NFTs: Owning Digital Art
Conspicuous consumption for the online world
It would be hard to miss the commotion around non-fungible tokens (NFTs). Non-fungible tokens are, to a first approximation, purchased digital goods that exist on a blockchain. At this point, NFTs exist on the Ethereum blockchain, but there’s no reason that they couldn’t be implemented on others; it seems reasonably likely that specialized blockchains will be built for NFTs.
What kinds of value do NFTs create? It’s certainly been claimed that they create a market for digital art, that digital artists can now get “paid” for their work. Wikipedia points to a number of other possible uses: they could also be used to represent other collectible objects (a digital equivalent to baseball trading cards), or to represent assets in online games, or even to represent shares in a real-world athlete’s contract–or a share in an athlete’s body. Of course, there’s a secondary market in trading NFTs, just as a collector might sell a work of art from a collection.

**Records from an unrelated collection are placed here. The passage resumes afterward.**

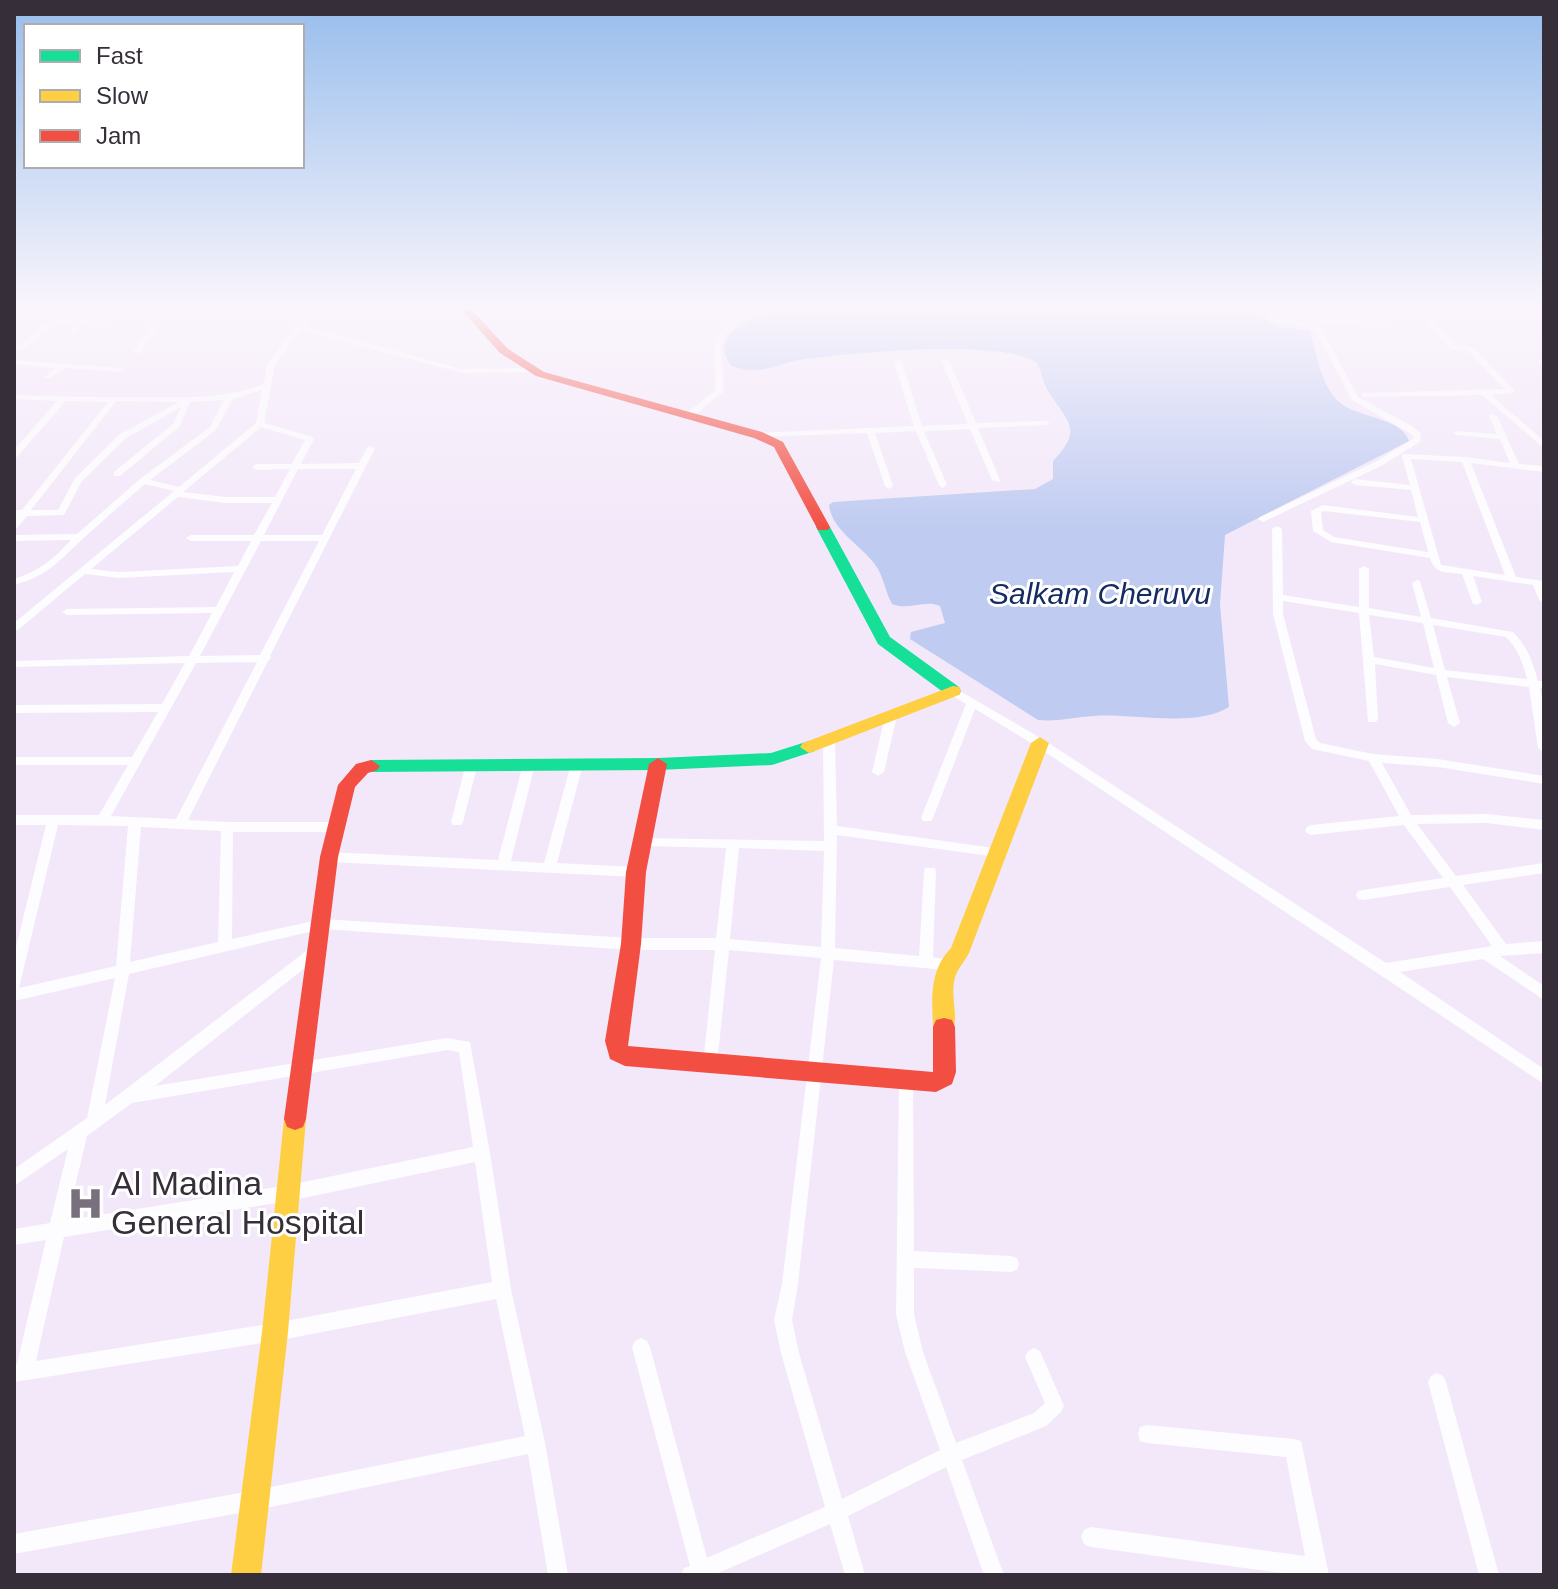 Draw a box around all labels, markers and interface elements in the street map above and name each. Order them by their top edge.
legend [24,24,304,168]
text: Fast [96,42,143,69]
text: Slow [96,82,149,109]
text: Jam [96,122,141,149]
water label: Salkam Cheruvu [989,577,1211,610]
place label: Al Madina General Hospital [111,1164,364,1241]
hospital icon: Al Madina General Hospital [66,1184,104,1222] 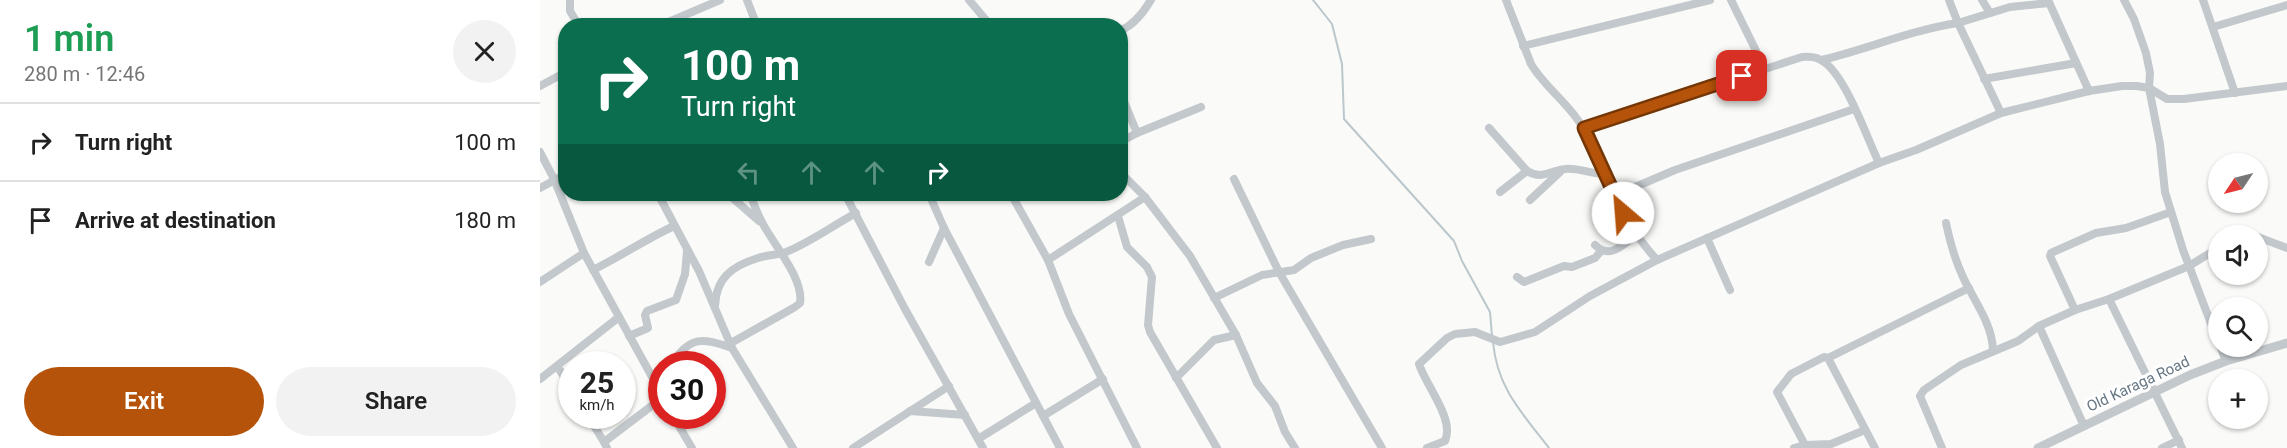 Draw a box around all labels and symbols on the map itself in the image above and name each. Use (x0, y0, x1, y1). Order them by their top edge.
pin (1716, 50, 1767, 101)
north arrow (2208, 153, 2268, 213)
position arrow (1591, 181, 1655, 245)
speed limit sign: 30 (648, 351, 726, 429)
street label: Old Karaga Road (2084, 352, 2192, 416) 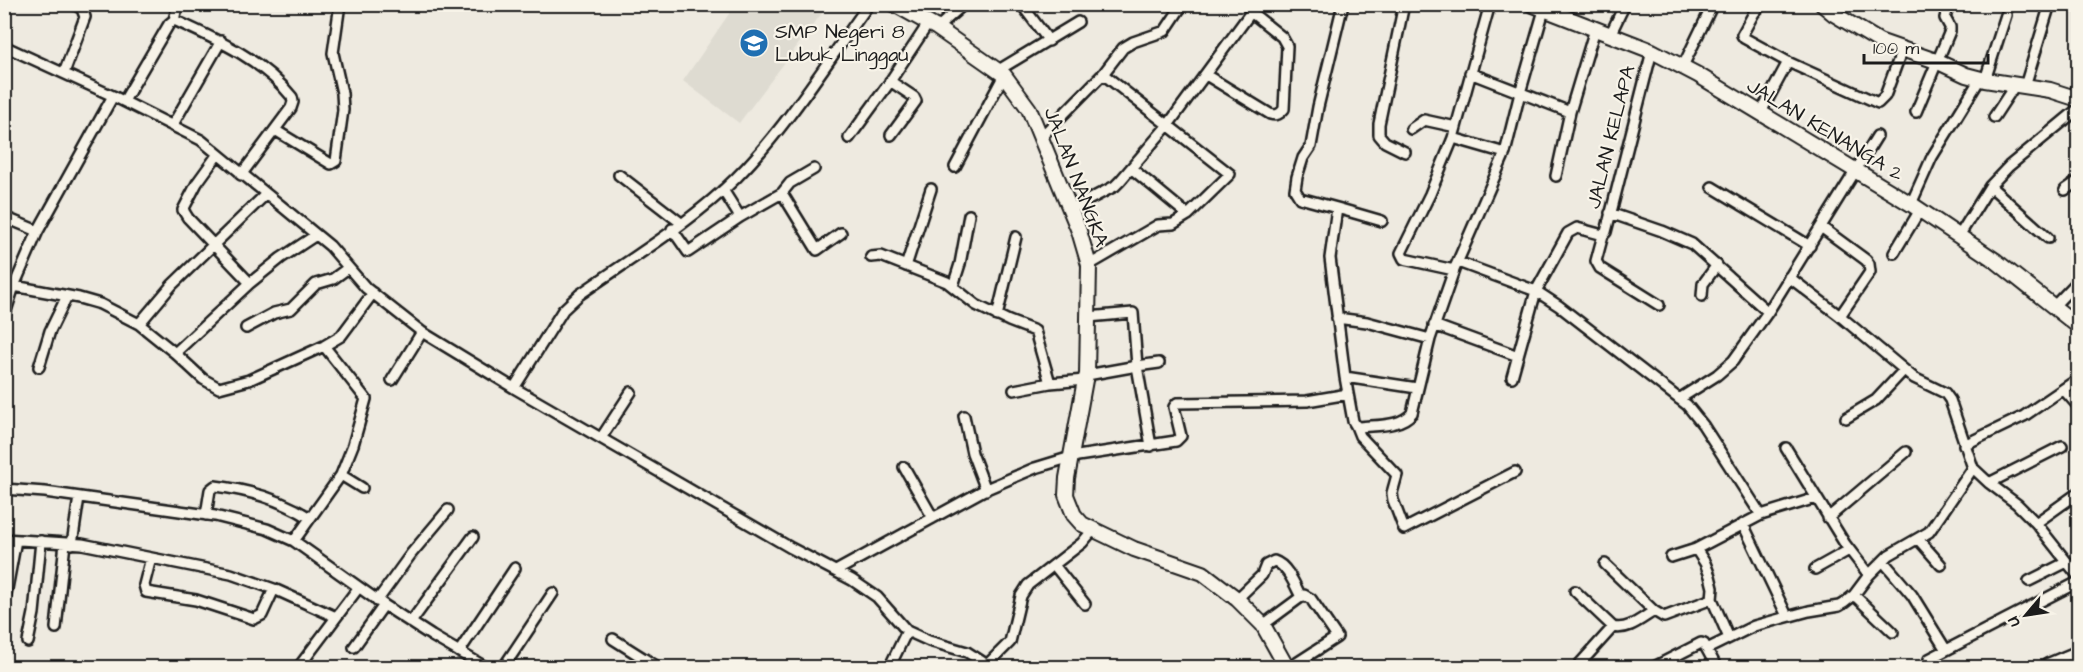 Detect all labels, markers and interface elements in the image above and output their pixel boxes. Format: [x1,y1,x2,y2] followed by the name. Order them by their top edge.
[775,18,909,70] place label: SMP Negeri 8 Lubuk Linggau
[738,27,770,59] school or university icon: SMP Negeri 8 Lubuk Linggau
[1864,27,1988,65] scale bar
[1873,36,1919,61] text: 100 m
[1580,62,1642,212] street label: JALAN KELAPA
[1741,72,1909,188] street label: JALAN KENANGA 2
[1037,103,1116,251] street label: JALAN NANGKA
[1996,585,2056,645] north arrow
[2002,613,2026,631] text: U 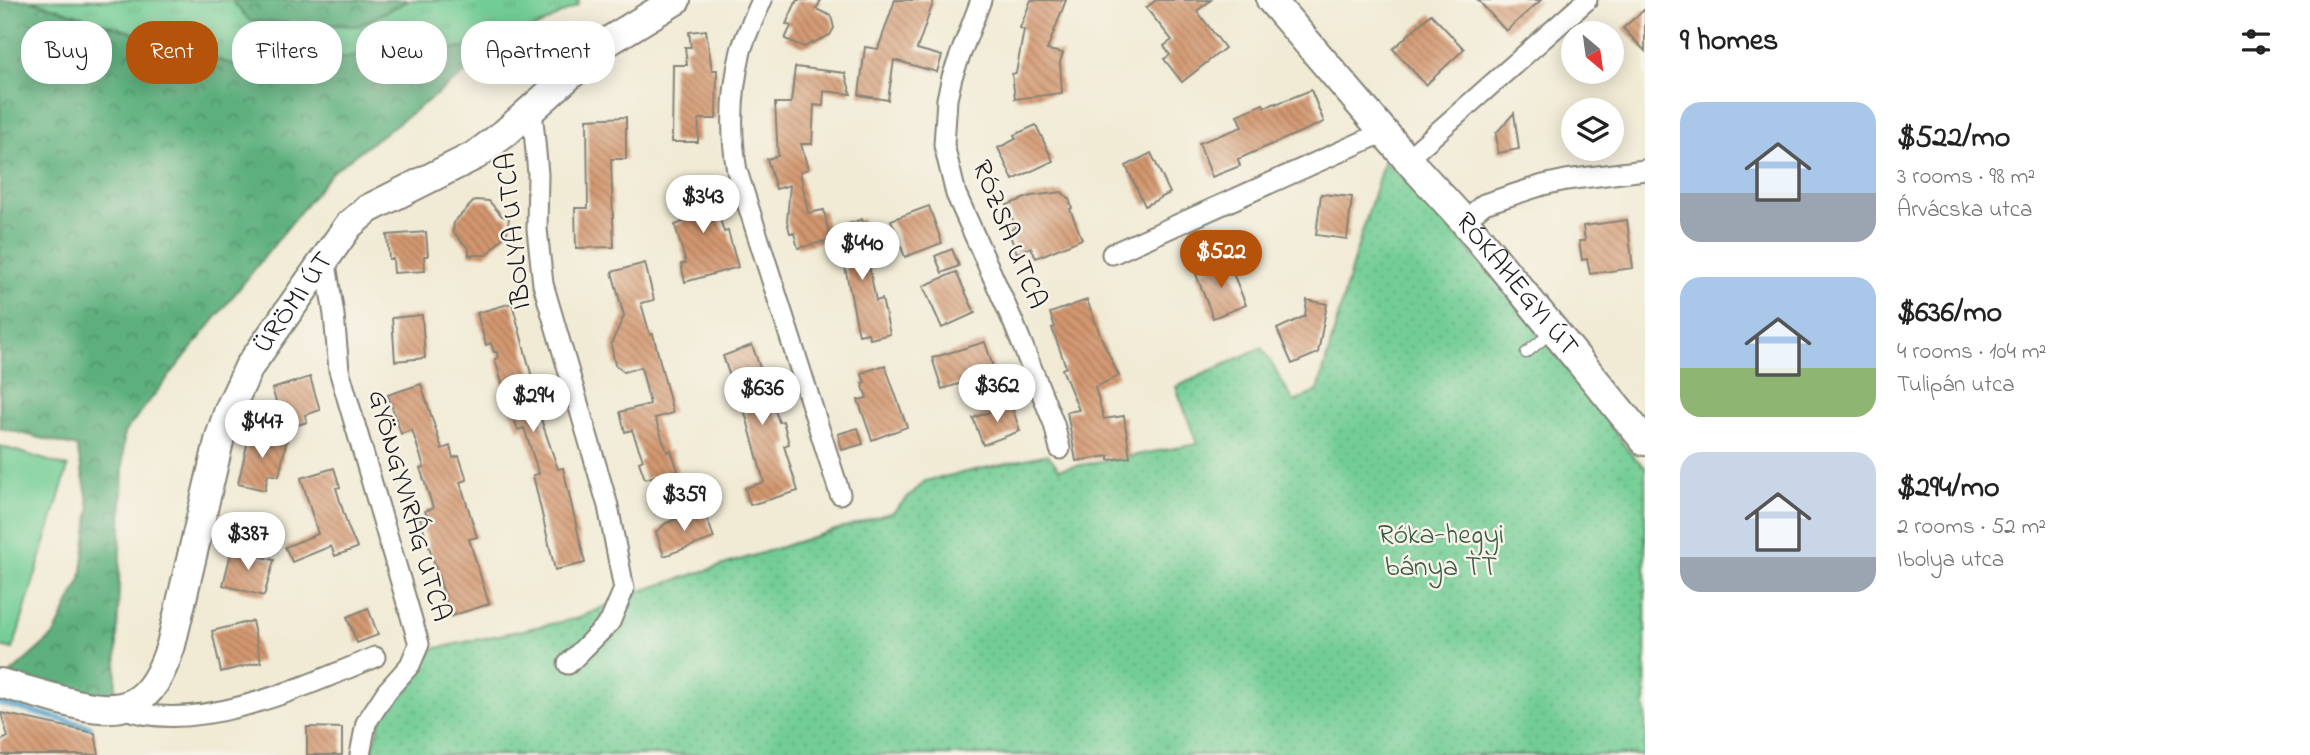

All of these transactions rely on the idea that an NFT establishes “provenance” for a digital object. Who owns it? Who previously owned it? Who created it? Which of the many, many copies is the “original”? These are important questions for many valuable and unique physical objects: works of art, historical documents, antiques, and even real estate. NFTs present the possibility of bringing “ownership” to the virtual world: Who owns a tweet? Who owns a jpeg, gif, or png file?
Regardless of whether you think ownership for virtual objects is important, keep in mind that digital objects are close to meaningless if they aren’t copied. If you can’t see a png or jpg in your browser, it might as well be hanging on the wall in a museum. And that’s worth talking about, because the language of “provenance” comes directly from the museum world. If I have a painting—say, a Rembrandt—its provenance is the history of its ownership, ideally tracing it back to its original source.
An artwork’s provenance serves two purposes: academic and commercial. Provenance is important academically because it allows you to believe you’re studying the right thing: a real Rembrandt, not a copy (copying famous paintings is a time-honored part of a painter’s training, in addition to an opportunity for forgery), or something that happens to look like Rembrandt, but isn’t (“hey, dark, depressing paintings of Dutch people are sort of cool; maybe I can do one”).
Commercially, provenance allows artworks to become extremely expensive. It allows them to become fetishized objects of immense value, at least to collectors. Particularly to collectors: “Hey, my Rembrandt, is worth more than your Vermeer.” It’s a lot harder to bid a painting’s price up into the millions if you are unsure about its provenance.
NFTs enable the commercial function of provenance; they allow @jack’s first tweet to become a fetishized object that’s worth millions, at least until people decide that there’s something else they’d rather pay for. They establish a playground for the ultra-wealthy; if you have so much money that you don’t care how you spend it, why not buy Jack’s first tweet? You don’t even have to stick it on the wall and look at those old Dutch guys, or worry about burglar alarms. (You do have a good password, don’t you?)
But I don’t think that’s worth very much. What about the academic function? There’s some value in studying the early history of Twitter, possibly including @jack’s first tweet. But what exactly is the NFT showing me? That these are, indeed, Jack’s bits? Certainly not; who knows (and who cares) what became of the 0s and 1s that originally lived on Jack’s laptop and Twitter’s servers? Even if the original bits still existed, they wouldn’t be meaningful—lots of people have, or have had, the same set of bits on their computers. As any programmer knows, equality and identity aren’t the same. In this case, equality is important (is this what @jack wrote?); identity isn’t.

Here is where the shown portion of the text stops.